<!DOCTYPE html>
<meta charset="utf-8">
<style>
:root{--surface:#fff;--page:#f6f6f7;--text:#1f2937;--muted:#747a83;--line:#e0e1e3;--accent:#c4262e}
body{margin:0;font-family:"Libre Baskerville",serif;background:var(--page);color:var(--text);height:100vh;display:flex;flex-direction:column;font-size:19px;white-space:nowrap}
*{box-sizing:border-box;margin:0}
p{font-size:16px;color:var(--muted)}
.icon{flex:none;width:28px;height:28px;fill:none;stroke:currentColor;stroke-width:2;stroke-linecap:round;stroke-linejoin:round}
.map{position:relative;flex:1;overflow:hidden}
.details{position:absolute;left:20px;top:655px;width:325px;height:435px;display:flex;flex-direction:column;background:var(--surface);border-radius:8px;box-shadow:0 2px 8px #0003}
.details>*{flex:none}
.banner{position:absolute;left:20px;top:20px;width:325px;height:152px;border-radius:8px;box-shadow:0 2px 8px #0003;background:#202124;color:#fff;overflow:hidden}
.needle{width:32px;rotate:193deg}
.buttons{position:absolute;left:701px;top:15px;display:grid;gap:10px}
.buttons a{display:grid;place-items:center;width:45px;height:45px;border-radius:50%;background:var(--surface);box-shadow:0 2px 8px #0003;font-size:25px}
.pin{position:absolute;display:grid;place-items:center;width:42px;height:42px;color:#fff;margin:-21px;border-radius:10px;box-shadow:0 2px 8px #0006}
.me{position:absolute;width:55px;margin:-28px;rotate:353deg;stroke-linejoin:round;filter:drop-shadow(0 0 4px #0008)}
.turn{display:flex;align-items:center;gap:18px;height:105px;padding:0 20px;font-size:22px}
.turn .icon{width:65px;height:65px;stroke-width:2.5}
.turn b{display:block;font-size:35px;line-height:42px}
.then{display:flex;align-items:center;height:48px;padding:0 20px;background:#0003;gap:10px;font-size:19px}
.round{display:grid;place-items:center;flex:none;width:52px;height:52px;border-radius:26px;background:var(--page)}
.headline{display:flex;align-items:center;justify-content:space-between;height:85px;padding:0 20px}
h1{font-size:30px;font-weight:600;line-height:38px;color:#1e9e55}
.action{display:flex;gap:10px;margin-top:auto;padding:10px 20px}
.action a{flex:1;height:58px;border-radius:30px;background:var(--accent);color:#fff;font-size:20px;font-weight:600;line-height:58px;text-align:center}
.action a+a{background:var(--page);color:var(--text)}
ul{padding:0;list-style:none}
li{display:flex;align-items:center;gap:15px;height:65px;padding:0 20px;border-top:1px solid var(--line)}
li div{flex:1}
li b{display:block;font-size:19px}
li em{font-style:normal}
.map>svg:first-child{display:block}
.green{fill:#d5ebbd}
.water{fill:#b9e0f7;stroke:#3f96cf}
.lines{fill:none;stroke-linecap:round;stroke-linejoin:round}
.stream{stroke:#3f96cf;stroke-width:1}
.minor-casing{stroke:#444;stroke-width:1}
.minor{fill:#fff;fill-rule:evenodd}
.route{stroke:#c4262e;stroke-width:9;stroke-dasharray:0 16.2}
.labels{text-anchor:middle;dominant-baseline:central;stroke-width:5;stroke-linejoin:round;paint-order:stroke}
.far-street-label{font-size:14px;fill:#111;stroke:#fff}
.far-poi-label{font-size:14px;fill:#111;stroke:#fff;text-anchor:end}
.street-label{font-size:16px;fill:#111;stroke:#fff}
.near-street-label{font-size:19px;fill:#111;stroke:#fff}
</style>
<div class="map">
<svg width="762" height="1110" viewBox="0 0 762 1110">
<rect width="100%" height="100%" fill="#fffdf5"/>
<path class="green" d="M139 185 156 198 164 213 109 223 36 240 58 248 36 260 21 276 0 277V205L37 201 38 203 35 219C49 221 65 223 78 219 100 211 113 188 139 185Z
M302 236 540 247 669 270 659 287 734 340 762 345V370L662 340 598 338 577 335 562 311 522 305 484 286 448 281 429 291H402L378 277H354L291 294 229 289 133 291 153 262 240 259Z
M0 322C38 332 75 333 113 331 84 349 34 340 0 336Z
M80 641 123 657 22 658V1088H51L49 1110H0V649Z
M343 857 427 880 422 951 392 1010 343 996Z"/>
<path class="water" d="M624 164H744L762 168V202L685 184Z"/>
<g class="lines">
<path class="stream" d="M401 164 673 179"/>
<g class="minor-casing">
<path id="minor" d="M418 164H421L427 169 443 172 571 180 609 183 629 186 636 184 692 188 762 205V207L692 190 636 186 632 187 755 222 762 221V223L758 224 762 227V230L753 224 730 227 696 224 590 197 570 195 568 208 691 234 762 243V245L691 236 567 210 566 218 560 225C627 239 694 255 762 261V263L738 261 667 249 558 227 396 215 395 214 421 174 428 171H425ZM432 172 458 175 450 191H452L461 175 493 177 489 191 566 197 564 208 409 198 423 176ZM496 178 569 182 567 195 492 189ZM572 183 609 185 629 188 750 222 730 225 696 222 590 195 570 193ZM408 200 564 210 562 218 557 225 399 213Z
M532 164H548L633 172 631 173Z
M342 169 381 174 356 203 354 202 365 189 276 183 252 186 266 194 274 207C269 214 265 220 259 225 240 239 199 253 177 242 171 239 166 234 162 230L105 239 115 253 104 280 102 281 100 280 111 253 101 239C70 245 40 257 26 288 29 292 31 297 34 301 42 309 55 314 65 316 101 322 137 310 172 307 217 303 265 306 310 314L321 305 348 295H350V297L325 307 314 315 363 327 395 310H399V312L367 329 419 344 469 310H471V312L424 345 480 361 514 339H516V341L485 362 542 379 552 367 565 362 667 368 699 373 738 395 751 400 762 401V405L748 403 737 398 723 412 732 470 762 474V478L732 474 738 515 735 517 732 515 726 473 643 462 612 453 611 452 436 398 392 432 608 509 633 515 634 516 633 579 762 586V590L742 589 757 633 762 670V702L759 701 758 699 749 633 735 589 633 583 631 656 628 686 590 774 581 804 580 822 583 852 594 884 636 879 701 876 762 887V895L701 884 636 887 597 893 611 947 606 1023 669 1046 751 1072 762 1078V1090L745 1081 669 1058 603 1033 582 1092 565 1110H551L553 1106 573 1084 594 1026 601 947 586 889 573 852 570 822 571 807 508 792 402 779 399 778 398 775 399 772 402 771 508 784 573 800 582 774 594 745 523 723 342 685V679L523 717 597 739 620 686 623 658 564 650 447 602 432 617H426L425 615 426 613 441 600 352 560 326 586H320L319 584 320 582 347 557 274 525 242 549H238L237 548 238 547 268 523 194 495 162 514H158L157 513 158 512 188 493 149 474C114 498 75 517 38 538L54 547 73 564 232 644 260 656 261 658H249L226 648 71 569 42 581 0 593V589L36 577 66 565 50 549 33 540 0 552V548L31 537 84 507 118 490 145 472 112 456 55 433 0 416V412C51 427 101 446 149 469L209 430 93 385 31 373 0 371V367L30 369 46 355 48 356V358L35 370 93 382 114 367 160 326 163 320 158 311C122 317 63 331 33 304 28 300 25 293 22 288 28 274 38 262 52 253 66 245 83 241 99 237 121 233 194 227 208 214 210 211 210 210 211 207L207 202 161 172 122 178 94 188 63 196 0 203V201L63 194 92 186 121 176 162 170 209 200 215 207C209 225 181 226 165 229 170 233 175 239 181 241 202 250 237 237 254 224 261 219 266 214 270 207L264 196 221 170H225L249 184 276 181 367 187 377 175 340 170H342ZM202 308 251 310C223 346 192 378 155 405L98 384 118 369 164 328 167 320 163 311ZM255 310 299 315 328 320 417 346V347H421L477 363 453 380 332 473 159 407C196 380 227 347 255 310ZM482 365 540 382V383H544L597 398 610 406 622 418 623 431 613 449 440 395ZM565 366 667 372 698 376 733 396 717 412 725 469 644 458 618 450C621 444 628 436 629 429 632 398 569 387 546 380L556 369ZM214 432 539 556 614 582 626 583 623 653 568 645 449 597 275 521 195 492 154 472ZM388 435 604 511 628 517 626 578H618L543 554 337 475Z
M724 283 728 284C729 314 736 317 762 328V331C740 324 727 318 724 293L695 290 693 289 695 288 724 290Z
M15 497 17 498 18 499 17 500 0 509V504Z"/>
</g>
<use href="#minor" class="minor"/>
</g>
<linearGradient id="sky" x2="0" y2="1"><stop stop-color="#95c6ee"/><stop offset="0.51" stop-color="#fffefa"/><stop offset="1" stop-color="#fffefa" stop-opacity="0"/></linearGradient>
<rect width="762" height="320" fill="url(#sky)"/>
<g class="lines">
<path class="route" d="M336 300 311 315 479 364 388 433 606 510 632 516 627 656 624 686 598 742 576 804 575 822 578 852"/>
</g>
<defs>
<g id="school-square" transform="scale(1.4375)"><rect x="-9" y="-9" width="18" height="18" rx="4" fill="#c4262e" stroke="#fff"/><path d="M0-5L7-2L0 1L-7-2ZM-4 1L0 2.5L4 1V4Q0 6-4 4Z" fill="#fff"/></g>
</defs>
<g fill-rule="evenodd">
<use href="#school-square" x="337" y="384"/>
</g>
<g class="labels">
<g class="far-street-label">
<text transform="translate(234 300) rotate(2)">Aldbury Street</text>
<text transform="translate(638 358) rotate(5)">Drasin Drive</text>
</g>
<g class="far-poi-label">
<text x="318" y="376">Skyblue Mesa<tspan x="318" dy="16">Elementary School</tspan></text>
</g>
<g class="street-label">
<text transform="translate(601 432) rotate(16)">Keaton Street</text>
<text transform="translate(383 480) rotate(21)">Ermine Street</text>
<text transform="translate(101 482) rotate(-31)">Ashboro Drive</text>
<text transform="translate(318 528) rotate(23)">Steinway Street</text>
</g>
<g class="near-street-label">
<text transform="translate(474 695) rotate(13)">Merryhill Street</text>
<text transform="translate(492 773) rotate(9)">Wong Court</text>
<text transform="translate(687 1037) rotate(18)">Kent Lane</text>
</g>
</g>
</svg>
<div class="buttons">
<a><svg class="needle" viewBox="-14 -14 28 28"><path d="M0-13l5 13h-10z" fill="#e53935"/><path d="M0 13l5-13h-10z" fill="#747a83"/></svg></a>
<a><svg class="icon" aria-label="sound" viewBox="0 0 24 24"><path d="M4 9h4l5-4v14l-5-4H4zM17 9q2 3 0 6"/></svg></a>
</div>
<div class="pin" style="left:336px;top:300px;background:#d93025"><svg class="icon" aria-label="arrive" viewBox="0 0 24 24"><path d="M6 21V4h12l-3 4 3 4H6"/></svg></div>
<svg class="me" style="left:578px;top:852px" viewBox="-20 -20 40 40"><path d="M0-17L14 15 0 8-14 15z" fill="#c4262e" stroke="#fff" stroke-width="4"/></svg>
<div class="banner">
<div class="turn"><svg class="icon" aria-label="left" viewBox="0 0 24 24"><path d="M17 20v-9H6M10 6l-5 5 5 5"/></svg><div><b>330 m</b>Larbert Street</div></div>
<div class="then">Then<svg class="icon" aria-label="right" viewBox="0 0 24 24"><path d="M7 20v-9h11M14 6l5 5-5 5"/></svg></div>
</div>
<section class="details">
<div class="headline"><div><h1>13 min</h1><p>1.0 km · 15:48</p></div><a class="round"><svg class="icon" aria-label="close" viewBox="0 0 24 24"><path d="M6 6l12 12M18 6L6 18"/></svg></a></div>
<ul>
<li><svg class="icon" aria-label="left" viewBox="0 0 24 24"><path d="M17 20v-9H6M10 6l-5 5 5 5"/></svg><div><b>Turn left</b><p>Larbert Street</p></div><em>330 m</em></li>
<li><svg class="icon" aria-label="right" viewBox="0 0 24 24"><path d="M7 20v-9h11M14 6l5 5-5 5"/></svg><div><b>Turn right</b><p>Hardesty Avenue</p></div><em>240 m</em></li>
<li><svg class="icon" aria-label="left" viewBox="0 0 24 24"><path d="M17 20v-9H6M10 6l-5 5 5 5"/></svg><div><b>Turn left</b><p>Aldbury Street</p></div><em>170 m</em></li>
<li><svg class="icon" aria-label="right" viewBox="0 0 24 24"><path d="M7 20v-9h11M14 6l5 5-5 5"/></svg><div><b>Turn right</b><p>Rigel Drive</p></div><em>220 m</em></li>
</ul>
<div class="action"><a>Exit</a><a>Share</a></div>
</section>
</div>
------------------------------------------------------------------------
Scan the listing above and copy all lines containing the word "casing".

.minor-casing{stroke:#444;stroke-width:1}
<g class="minor-casing">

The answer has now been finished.